In 1962 Olive had escaped harm when a doctor and two missionaries were kidnapped from the leprosarium and were believed to be used to treat Viet Cong soldiers. Olive reported that many of the Vietnamese people were becoming Christians to the delight of the Vietnamese army, which found the converts to be more cooperative with them.
As you can see Missionary Kingsbury was in Vietnam during the duration of the war years, serving from 1952 to 1975. She then continued her missionary work by teaching at a Bible School in Davao City in the Philippines until her retirement in 1990. Olive continued to correspond with contacts from Vietnam and would report to her New Hampshire friends and relatives about the Christians in that country. She lived on the family farm in her retirement years and passed away on December 11, 2018 at the age of 92.

Nurse Betty Olsen one of the missionaries that was taken captive in Vietnam she was kept caged with others moved from place to place through the jungle.
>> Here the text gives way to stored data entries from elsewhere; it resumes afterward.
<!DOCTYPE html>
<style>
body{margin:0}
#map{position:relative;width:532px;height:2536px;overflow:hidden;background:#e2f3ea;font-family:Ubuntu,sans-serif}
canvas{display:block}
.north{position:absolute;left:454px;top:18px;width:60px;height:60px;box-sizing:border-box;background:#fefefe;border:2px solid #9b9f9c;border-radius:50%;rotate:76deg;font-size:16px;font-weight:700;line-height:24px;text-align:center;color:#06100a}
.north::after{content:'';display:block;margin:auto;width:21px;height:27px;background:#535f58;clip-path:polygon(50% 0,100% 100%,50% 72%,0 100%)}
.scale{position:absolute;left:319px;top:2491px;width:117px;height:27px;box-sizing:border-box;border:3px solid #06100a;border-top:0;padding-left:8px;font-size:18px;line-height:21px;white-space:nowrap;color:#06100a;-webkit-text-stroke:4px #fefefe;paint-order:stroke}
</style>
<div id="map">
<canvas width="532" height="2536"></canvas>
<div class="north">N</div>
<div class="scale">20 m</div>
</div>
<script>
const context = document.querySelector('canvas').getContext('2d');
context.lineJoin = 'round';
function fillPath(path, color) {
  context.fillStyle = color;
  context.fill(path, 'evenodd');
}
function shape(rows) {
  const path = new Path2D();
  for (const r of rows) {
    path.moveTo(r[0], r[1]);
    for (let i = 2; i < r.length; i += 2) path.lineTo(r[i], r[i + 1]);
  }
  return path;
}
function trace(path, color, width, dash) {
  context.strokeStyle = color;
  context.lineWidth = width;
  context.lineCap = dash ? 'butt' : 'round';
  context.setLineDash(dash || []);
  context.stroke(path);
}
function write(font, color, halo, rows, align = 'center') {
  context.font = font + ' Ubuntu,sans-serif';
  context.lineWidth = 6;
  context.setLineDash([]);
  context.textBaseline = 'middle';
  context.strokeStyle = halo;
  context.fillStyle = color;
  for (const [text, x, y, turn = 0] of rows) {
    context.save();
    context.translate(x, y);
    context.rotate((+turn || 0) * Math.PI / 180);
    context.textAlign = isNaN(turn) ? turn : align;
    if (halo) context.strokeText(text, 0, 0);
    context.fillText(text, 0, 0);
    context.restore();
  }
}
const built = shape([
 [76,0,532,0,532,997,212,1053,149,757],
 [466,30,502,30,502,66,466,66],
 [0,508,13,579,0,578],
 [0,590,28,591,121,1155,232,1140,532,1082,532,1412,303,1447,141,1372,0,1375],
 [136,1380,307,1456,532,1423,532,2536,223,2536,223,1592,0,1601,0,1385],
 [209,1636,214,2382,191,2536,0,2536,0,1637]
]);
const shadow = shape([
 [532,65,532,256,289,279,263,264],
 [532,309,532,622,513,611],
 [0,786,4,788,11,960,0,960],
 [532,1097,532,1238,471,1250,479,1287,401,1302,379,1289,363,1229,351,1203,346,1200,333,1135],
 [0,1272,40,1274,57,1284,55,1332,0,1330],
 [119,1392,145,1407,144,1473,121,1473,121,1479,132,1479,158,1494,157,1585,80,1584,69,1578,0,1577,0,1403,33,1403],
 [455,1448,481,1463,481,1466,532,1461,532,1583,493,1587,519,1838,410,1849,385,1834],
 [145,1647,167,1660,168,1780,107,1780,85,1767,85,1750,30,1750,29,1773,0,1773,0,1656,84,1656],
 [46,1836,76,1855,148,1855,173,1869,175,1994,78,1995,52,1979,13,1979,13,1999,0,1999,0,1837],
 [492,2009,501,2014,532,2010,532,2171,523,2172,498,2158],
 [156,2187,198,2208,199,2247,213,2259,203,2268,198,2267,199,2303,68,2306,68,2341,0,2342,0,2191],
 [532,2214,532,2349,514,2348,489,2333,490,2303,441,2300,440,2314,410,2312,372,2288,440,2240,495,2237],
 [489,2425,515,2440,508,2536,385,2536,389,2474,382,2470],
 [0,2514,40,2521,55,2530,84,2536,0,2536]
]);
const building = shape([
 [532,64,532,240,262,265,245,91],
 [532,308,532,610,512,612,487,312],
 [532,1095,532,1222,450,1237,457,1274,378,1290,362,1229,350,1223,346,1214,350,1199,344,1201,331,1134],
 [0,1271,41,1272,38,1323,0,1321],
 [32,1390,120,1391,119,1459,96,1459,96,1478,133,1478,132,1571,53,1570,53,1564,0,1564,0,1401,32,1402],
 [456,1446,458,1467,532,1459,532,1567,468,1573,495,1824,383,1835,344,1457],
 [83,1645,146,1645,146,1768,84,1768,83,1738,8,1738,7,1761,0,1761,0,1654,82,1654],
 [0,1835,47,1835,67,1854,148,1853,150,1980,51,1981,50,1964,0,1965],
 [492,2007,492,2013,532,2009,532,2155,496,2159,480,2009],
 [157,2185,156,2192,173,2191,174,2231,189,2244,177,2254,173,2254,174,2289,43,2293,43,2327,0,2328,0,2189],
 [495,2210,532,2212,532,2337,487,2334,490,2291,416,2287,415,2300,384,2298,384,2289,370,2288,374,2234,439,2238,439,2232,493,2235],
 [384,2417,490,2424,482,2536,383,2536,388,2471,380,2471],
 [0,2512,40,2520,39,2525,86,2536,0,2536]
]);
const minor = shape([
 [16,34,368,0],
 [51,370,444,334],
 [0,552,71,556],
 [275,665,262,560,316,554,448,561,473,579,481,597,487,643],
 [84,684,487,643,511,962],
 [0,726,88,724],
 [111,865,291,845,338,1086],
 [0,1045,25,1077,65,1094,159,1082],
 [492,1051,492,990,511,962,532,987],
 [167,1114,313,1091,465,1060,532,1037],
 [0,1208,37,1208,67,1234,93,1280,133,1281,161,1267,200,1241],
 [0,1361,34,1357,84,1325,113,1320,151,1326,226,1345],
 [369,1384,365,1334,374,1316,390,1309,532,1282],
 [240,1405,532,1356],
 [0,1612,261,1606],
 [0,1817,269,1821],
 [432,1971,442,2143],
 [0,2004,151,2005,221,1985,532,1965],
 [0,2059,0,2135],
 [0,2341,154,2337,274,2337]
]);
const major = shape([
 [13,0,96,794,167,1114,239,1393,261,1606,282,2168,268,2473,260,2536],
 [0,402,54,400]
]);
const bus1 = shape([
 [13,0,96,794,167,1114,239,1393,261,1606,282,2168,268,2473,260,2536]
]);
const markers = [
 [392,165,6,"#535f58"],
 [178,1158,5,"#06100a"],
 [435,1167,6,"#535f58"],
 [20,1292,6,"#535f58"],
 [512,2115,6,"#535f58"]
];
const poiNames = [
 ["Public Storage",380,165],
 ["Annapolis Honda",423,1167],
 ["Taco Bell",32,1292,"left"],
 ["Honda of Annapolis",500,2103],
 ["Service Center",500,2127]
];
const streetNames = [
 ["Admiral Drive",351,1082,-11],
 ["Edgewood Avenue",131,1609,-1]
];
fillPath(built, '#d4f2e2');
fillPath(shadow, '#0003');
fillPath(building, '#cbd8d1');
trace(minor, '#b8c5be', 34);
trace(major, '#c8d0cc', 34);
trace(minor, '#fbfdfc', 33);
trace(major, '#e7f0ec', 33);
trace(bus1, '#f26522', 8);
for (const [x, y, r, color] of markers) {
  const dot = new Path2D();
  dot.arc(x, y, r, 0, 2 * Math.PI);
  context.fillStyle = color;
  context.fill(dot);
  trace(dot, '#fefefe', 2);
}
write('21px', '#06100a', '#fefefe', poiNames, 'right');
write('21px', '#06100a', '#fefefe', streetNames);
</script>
On a personal note, one of the missionaries that was taken captive in Vietnam was a classmate of mine at Nyack College. Betty Olsen, along with two men, was taken by the Viet Cong and for months nothing was known about their location. It was eventually learned that they were kept caged for a month before being chained together and moved from place to place through the jungle. They were fed but little food and often beaten. One of the other missionaries passed away from pneumonia and after months of traveling through the jungle Betty also passed away from the inhumane treatment. The third, a thirty-three year-old humanitarian worker, lived to tell the story.
For many years in the past I looked forward to the yearly missionary conferences that were held in the Christian and Missionary Alliance churches I was a part of, beginning with the one in Laconia, NH. These usually occurred in the Fall of the year and presented the opportunity not only to learn about the missionary work to promote Christianity to people in other countries, but also to learn about the people and customs, etc. of those countries.

My sister (Virginia Smith Haas) from her younger years. She wasn’t a missionary nurse but she was a graduate of the Laconia Hospital School of Nursing.

When I was pastoring churches in which we hosted the missionary conferences, I used to take the missionaries to schools and have the missionaries teach the children about the countries in which they were serving. This proved to be a very popular time for both teachers and students.
I expect that if we could trace the work of all the nurses who were trained at the Laconia Hospital in those past days when the school was operating we would find many other interesting stories.
My favorite and only sister Virginia Smith Haas also graduated from the Laconia Hospital School of Nursing after graduating from Laconia High School.